→ YOUR INSTRUCTIONS: Scan the material for the word "display", and copy each line where it shows up.
★ ★ ★ ★ ★ ★ ★
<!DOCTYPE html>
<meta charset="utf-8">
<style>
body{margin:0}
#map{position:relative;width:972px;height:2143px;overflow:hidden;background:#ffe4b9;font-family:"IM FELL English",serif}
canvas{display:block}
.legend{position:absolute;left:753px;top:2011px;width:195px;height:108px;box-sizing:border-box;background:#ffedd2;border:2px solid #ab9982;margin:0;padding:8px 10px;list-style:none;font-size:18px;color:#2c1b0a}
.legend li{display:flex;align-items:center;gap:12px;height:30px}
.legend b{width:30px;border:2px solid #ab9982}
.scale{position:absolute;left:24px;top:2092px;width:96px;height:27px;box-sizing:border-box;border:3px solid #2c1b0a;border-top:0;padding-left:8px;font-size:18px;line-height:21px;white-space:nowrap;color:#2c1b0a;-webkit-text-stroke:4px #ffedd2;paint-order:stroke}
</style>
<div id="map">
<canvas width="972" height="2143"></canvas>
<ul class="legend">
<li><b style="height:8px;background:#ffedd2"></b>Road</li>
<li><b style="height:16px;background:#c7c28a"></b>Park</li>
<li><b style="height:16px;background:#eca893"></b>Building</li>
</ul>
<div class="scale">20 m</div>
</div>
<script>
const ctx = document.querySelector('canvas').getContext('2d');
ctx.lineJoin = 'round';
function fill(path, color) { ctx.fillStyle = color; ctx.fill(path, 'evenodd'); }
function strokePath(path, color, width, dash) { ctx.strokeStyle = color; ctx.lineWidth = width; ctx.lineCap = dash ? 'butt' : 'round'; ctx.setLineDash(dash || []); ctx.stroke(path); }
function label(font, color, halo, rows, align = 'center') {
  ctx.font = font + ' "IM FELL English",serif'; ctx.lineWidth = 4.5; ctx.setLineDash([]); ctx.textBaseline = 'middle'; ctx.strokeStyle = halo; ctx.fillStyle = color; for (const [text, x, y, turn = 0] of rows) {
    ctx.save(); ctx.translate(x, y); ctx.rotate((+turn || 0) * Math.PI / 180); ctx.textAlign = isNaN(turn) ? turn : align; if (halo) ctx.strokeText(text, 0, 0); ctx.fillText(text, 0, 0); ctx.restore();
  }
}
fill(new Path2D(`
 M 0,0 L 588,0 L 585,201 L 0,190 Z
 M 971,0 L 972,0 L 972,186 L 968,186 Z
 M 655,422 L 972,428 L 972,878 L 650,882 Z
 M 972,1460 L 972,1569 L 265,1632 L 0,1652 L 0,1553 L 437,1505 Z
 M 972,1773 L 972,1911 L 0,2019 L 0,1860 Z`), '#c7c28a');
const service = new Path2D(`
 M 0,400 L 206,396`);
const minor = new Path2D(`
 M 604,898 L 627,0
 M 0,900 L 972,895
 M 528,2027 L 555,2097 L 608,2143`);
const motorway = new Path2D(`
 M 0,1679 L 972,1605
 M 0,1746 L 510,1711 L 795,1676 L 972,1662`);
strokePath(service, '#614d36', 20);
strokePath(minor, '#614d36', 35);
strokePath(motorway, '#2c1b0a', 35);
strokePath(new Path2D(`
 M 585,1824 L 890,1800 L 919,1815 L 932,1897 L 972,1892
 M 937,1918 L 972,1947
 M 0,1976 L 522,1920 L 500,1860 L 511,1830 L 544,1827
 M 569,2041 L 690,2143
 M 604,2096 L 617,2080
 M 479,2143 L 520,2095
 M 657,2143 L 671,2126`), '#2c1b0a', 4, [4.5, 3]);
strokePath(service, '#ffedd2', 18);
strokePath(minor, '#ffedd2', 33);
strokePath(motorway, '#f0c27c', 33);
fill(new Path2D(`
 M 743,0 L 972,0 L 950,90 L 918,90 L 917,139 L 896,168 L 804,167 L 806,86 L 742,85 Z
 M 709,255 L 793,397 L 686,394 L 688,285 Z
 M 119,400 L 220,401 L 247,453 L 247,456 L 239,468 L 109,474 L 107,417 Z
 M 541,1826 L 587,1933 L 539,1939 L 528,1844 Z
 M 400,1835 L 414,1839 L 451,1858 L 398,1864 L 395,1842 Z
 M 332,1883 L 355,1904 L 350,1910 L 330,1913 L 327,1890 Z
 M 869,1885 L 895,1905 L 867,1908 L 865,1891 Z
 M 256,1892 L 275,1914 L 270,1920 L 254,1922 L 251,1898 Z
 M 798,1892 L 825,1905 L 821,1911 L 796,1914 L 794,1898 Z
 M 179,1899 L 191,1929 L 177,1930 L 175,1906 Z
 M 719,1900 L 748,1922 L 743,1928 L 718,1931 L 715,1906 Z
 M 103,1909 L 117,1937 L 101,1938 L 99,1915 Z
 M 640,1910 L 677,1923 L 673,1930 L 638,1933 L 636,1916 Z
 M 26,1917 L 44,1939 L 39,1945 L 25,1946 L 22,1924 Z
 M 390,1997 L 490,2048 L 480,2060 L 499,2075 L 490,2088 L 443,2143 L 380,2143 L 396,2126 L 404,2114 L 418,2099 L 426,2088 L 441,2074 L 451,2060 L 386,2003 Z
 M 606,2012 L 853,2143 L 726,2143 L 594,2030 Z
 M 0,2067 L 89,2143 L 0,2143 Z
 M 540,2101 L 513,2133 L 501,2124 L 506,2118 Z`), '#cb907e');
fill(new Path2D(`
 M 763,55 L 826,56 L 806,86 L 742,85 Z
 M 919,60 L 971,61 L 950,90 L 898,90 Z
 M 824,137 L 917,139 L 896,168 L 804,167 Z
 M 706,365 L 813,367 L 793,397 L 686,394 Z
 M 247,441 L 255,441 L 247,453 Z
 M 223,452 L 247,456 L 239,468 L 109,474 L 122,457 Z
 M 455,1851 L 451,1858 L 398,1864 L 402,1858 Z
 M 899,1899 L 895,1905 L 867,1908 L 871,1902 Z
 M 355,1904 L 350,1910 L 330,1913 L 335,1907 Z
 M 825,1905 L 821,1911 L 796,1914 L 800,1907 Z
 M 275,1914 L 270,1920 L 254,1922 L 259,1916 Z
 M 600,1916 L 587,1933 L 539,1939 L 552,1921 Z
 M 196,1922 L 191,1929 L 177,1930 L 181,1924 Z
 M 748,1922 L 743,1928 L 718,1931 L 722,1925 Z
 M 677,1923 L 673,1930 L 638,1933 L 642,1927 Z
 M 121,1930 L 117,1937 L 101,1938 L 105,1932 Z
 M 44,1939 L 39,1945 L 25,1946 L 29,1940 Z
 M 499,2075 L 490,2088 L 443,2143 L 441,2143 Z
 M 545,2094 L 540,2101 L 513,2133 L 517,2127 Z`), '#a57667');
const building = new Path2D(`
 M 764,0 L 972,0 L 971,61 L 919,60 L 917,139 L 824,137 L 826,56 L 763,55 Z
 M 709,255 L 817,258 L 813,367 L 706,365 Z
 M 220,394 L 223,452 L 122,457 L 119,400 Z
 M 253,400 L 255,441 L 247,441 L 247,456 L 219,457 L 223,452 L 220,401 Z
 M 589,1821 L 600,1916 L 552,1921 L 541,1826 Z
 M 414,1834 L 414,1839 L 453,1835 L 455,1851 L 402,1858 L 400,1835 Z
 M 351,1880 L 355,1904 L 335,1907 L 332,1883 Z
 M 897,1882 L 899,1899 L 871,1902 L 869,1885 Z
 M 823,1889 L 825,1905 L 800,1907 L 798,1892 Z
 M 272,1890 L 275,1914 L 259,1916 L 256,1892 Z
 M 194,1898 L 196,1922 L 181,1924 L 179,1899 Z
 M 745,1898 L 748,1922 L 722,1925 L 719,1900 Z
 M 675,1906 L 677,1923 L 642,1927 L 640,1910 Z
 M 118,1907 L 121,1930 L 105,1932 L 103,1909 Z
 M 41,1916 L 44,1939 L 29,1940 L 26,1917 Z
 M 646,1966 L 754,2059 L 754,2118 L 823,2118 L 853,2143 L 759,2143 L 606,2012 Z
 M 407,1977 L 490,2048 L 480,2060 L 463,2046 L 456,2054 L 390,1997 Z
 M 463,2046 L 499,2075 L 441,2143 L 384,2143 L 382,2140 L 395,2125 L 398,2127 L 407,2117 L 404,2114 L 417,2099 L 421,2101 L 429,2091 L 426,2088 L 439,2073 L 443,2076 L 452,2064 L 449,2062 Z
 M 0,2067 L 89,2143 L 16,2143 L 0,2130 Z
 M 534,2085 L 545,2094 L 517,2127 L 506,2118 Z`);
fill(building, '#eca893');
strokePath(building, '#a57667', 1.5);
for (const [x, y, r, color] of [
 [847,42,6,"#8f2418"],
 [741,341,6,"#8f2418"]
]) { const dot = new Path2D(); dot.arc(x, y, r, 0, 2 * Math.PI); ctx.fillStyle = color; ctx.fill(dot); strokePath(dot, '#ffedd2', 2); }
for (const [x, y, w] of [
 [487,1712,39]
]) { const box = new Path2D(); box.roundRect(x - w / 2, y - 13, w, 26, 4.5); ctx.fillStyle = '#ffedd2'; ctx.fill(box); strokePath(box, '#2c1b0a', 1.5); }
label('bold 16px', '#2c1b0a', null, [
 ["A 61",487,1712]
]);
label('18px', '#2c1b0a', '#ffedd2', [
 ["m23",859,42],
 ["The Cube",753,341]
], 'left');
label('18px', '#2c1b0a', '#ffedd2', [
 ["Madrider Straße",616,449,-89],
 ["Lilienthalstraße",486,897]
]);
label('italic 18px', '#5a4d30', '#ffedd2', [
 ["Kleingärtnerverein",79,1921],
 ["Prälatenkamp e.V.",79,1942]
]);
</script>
★ ★ ★ ★ ★ ★ ★
→ RESPONSE TO THIS EXERCISE:
canvas{display:block}
.legend li{display:flex;align-items:center;gap:12px;height:30px}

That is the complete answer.